The versatility of the 18-225 LED series allows for deployment across a broad spectrum of applications. Common uses include backlighting for instrument panel dashboards and membrane switches. In telecommunications equipment, it serves effectively as status indicators and keypad backlights in devices such as telephones and fax machines. It is also suitable for providing flat, uniform backlighting for liquid crystal displays (LCDs), switch legends, and symbols. Finally, its general-purpose characteristics make it a reliable choice for a wide array of other indicator and illumination tasks in consumer, industrial, and automotive electronics.

2. Technical Specifications Deep Dive

2.1 Absolute Maximum Ratings

Operating the device beyond these limits may cause permanent damage. The maximum reverse voltage (V_R) is 5V for both color variants. The continuous forward current (I_F) rating is 25 mA for both the B6 (blue) and R6 (red) LEDs. For pulsed operation, the peak forward current (I_FP) at a duty cycle of 1/10 and 1 kHz frequency is 100 mA for the B6 and 60 mA for the R6. The maximum power dissipation (P_d) is 150 mW for B6 and 60 mW for R6. The electrostatic discharge (ESD) withstand voltage, per the Human Body Model (HBM), is 150V for B6 and a significantly higher 2000V for R6. The operating temperature range (T_opr) is from -40°C to +85°C, while the storage temperature range (T_stg) is slightly wider at -40°C to +90°C. The device can withstand soldering temperatures of 260°C for 10 seconds during reflow or 350°C for 3 seconds during hand soldering.

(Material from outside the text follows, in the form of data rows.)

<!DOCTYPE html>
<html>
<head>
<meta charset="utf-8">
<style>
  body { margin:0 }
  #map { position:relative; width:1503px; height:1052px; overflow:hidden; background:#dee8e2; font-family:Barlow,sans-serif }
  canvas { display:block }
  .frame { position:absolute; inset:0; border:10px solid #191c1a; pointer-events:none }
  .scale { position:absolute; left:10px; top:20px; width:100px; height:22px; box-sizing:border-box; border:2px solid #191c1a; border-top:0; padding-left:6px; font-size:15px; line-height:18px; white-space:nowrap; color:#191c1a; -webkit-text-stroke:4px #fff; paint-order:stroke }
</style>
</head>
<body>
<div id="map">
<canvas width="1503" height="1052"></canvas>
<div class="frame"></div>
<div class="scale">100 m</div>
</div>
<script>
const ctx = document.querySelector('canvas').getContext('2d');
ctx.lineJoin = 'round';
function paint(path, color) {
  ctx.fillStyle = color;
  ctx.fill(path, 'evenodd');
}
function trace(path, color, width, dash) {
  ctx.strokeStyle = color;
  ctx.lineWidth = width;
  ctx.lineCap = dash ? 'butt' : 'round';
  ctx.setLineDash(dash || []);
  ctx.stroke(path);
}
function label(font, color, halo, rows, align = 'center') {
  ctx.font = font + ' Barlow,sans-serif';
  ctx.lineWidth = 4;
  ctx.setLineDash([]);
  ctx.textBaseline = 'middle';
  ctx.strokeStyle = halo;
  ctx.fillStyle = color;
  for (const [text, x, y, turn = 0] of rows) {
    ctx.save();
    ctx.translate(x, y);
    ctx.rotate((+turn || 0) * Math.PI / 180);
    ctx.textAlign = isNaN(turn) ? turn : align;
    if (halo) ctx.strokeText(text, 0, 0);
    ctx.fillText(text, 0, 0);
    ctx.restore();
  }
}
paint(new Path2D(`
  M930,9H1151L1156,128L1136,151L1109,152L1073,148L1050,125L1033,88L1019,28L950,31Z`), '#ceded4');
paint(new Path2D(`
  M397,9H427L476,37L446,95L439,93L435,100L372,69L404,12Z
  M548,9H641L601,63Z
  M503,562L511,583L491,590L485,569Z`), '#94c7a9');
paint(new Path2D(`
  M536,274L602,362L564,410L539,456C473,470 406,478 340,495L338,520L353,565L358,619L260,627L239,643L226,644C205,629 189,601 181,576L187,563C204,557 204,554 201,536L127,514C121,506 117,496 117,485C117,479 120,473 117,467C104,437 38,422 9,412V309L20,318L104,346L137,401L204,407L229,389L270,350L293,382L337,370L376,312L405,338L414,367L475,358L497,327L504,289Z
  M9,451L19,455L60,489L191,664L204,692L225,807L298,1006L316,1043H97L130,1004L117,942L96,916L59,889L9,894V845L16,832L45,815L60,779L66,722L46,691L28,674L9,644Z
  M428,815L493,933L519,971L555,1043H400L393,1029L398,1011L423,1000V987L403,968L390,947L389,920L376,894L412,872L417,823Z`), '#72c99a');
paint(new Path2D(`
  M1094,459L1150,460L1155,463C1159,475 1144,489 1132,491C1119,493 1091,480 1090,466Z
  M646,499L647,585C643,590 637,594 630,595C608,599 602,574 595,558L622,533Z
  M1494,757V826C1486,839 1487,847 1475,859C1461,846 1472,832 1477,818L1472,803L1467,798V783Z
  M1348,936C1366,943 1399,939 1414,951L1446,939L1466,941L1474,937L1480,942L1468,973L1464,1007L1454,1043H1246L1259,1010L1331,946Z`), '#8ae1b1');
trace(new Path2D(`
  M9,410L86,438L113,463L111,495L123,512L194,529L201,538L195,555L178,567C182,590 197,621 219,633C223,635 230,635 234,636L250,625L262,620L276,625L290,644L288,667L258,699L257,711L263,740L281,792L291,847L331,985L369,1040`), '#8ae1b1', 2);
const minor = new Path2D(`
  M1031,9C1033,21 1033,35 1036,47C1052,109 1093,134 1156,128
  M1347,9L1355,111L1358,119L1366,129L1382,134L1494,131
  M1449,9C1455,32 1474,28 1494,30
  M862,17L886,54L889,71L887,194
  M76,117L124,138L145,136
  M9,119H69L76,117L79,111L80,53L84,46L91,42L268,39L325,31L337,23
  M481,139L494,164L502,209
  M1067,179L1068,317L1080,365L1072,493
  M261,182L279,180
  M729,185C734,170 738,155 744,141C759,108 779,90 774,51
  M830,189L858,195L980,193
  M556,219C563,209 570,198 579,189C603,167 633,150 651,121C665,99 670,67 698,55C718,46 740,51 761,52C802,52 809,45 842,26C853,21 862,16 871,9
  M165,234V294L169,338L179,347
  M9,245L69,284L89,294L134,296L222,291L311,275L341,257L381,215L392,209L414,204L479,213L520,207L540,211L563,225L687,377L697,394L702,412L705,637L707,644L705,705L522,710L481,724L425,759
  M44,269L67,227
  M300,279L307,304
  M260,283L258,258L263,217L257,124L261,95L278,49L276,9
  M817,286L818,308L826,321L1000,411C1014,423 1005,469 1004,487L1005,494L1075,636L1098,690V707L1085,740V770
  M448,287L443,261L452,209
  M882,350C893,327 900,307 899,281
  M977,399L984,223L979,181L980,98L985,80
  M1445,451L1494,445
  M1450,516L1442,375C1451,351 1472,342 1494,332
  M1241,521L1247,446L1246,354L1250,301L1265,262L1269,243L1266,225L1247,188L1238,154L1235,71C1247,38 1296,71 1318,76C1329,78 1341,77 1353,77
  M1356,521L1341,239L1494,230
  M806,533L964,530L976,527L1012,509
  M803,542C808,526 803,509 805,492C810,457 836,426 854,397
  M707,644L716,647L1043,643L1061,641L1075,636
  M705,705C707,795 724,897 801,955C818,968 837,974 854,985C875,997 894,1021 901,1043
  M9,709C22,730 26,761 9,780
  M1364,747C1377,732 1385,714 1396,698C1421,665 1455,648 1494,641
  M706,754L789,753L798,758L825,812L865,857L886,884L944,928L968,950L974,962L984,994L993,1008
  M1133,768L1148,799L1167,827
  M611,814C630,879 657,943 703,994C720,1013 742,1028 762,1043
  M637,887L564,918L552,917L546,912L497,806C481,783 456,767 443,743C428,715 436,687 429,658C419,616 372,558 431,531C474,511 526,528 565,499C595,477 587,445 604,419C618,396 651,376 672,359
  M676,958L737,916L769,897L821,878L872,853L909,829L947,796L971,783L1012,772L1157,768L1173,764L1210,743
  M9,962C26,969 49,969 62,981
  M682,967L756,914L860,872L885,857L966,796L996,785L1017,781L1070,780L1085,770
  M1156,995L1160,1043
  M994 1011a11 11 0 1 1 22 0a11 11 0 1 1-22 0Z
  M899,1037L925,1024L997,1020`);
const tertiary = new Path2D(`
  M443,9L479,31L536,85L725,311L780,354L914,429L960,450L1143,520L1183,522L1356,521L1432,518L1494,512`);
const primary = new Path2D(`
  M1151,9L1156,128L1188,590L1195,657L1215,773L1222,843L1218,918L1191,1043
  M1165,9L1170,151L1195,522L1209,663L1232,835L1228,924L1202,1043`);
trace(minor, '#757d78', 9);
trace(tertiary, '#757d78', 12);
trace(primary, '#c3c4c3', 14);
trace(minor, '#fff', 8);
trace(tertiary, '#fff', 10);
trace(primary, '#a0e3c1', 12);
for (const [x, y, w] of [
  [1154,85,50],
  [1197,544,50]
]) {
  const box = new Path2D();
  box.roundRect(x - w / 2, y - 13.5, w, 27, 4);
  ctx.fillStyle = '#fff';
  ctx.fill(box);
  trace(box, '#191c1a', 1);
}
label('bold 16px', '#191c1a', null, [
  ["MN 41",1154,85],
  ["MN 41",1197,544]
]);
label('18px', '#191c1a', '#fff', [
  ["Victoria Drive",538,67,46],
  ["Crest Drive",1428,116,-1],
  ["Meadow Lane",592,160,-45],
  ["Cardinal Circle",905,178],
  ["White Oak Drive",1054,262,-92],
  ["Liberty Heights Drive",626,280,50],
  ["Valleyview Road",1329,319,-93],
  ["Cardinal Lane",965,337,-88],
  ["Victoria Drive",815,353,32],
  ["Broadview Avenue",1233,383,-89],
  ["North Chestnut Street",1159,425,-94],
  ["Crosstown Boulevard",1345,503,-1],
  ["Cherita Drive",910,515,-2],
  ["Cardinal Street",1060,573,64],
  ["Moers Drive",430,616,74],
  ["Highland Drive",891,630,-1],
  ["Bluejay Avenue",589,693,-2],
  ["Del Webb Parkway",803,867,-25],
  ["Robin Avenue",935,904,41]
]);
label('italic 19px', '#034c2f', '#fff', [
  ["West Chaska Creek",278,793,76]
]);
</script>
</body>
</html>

2.2 Electro-Optical Characteristics

All parameters are specified at an ambient temperature (T_a) of 25°C and a forward current (I_F) of 5 mA, unless otherwise noted. The typical luminous intensity (I_v) for both B6 and R6 is 28.5 mcd, with a minimum of 18.0 mcd. The viewing angle (2θ_1/2) is typically 120 degrees. For the B6 (blue) LED, the peak wavelength (λ_p) is 468 nm and the dominant wavelength (λ_d) is 470 nm, with a spectral bandwidth (Δλ) of 35 nm. For the R6 (red) LED, the peak wavelength is 632 nm, the dominant wavelength is 624 nm, and the spectral bandwidth is 20 nm. The forward voltage (V_F) ranges from 2.7V to 3.7V (typical 3.3V) for B6, and from 1.7V to 2.4V (typical 2.0V) for R6. The maximum reverse current (I_R) at V_R=5V is 50 μA for B6 and 10 μA for R6. Important notes include a luminous intensity tolerance of ±11%, a dominant wavelength tolerance of ±1 nm, and a forward voltage tolerance of ±0.10V. Reverse voltage testing is for characterization only; the device should not be operated in reverse bias.

3. Performance Curve Analysis

The datasheet provides a comprehensive set of characteristic curves for both LED types, which are essential for circuit design and thermal management.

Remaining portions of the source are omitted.